• _TASK OBJECTIVE_:
Please reproduce the records, omitting nothing and changing nothing.

• _ENTRIES SUPPLIED_:
--
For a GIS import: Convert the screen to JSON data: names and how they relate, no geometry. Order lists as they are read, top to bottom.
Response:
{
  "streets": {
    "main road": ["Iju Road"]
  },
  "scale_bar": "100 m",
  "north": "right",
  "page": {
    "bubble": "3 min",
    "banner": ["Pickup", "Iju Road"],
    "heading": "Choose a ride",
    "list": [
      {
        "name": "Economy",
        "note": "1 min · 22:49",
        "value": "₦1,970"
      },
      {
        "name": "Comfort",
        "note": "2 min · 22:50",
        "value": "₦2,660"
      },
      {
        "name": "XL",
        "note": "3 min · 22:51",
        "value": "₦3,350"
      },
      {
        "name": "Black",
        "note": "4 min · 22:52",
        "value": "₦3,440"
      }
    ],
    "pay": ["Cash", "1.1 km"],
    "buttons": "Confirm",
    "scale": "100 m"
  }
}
--
• _REPLY_:
For a GIS import: Convert the screen to JSON data: names and how they relate, no geometry. Order lists as they are read, top to bottom.
Response:
{
  "streets": {
    "main road": ["Iju Road"]
  },
  "scale_bar": "100 m",
  "north": "right",
  "page": {
    "bubble": "3 min",
    "banner": ["Pickup", "Iju Road"],
    "heading": "Choose a ride",
    "list": [
      {
        "name": "Economy",
        "note": "1 min · 22:49",
        "value": "₦1,970"
      },
      {
        "name": "Comfort",
        "note": "2 min · 22:50",
        "value": "₦2,660"
      },
      {
        "name": "XL",
        "note": "3 min · 22:51",
        "value": "₦3,350"
      },
      {
        "name": "Black",
        "note": "4 min · 22:52",
        "value": "₦3,440"
      }
    ],
    "pay": ["Cash", "1.1 km"],
    "buttons": "Confirm",
    "scale": "100 m"
  }
}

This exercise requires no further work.